### Your goal
Which of the lines below holds the string "center"? Copy every line that does.
BEGIN Entries shown
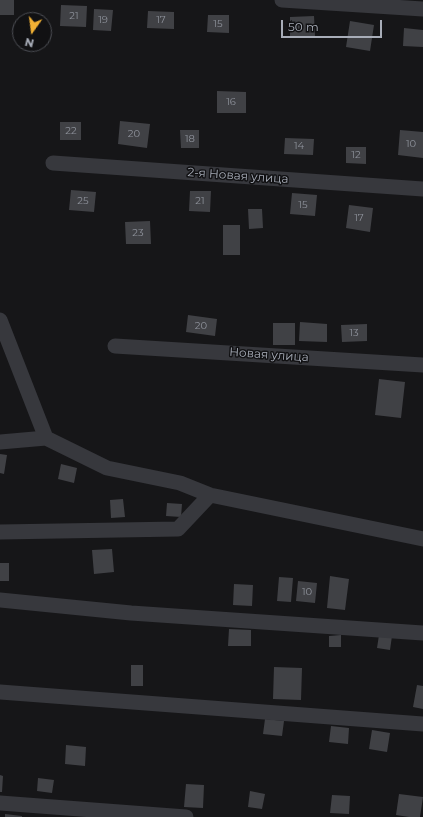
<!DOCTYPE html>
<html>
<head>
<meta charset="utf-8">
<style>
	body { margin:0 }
	#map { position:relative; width:423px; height:817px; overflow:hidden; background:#161618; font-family:Montserrat,sans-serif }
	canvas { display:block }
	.north { position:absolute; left:12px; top:12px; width:40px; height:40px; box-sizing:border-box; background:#111113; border:1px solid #4d4f55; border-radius:50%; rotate:194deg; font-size:11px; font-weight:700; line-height:16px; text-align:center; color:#a8adb8 }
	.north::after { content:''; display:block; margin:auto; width:14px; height:18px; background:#f2b134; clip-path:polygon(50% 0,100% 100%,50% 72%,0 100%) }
	.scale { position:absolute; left:281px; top:20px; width:101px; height:18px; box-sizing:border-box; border:2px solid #a8adb8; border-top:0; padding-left:5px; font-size:12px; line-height:14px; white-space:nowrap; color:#a8adb8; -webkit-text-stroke:3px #111113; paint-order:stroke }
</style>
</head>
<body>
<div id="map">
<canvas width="423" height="817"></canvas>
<div class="north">N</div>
<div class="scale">50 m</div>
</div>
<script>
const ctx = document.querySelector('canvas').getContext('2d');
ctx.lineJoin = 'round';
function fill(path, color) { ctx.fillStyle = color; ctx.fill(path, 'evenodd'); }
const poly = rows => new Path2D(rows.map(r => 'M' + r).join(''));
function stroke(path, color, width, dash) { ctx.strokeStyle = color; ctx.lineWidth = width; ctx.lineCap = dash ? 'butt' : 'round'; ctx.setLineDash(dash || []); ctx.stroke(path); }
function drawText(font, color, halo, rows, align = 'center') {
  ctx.font = font + ' Montserrat,sans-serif'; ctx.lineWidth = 3; ctx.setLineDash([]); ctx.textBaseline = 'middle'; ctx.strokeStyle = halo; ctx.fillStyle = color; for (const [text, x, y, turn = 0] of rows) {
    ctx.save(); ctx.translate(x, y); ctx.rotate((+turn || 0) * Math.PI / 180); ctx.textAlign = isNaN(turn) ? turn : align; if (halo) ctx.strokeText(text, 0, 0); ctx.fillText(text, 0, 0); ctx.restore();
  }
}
const building = poly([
	[0,0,14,0,14,15,0,15],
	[61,5,87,6,86,27,60,26],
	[94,9,113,10,111,31,93,30],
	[148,11,174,12,174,29,147,28],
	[208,15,229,15,229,33,207,32],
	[314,16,315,36,290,36,290,17],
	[350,21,374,25,370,51,346,47],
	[404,28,423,30,423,47,403,46],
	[217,91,246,92,246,113,217,113],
	[120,121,150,124,147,148,118,144],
	[60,122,81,122,81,140,60,140],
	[180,130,199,130,199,148,181,148],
	[400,130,423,132,423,158,398,155],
	[285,138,314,139,313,155,284,154],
	[346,147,366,147,366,164,346,163],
	[71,190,96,192,94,212,69,210],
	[190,191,211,191,210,212,189,211],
	[292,193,317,195,315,216,290,214],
	[349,205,373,208,370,232,346,228],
	[248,209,262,209,263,228,249,229],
	[150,221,151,244,126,244,125,222],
	[223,225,240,225,240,255,223,255],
	[188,315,217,319,215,336,186,332],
	[300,322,327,324,327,342,299,341],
	[273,323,295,323,295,345,273,345],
	[367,324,367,341,342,342,341,325],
	[379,379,405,382,401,418,375,415],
	[0,454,7,455,4,474,0,473],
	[61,464,77,468,74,483,58,479],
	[123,499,125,517,111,518,110,500],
	[167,503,182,504,181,517,166,516],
	[112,549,114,572,94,574,92,550],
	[0,563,9,563,9,581,0,581],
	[330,576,349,579,345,610,327,608],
	[279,577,293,578,291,602,277,601],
	[298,581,317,583,315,603,296,601],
	[234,584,253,585,252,606,233,605],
	[229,629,251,630,251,646,228,646],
	[341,635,341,647,329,647,329,636],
	[379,635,392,636,390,650,377,648],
	[131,665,143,665,143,686,131,686],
	[274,667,302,668,301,700,273,699],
	[417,685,423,686,423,709,413,707],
	[265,719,284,721,282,736,263,734],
	[331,726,349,728,348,744,329,742],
	[372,730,390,733,387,752,369,749],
	[66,745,86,747,85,766,65,764],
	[0,775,3,776,2,792,0,792],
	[38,778,54,780,52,793,37,791],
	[186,784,204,785,203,808,184,807],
	[250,791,265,794,262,809,248,807],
	[399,794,423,797,420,817,409,817,396,815],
	[332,795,350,796,349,814,330,813],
	[5,814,22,816,22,817,5,817]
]);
const minor = poly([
	[282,0,423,9],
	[53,163,423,189],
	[0,320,46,438,107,468,180,483,210,495,423,539],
	[115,346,423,365],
	[0,442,46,438],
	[0,532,178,529,210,495],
	[0,600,131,613,423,633],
	[0,692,423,724],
	[0,803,186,817]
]);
const numberNames = [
	["21",74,16],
	["19",103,20],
	["17",161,20],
	["15",218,24],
	["16",231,102],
	["22",71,131],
	["20",134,134],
	["18",190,139],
	["10",411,144],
	["14",299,146],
	["12",356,155],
	["25",83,201],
	["21",200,201],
	["15",303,205],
	["17",359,218],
	["23",138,233],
	["20",201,326],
	["13",354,333],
	["10",307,592]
];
const streetNames = [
	["2-я Новая улица",238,176,4],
	["Новая улица",269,355,4]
];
fill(building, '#404145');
stroke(minor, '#37383d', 15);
drawText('10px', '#8e929b', null, numberNames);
drawText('12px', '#a8adb8', '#111113', streetNames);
</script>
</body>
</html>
END Entries shown
### Output of the exercise
	.north { position:absolute; left:12px; top:12px; width:40px; height:40px; box-sizing:border-box; background:#111113; border:1px solid #4d4f55; border-radius:50%; rotate:194deg; font-size:11px; font-weight:700; line-height:16px; text-align:center; color:#a8adb8 }
function drawText(font, color, halo, rows, align = 'center') {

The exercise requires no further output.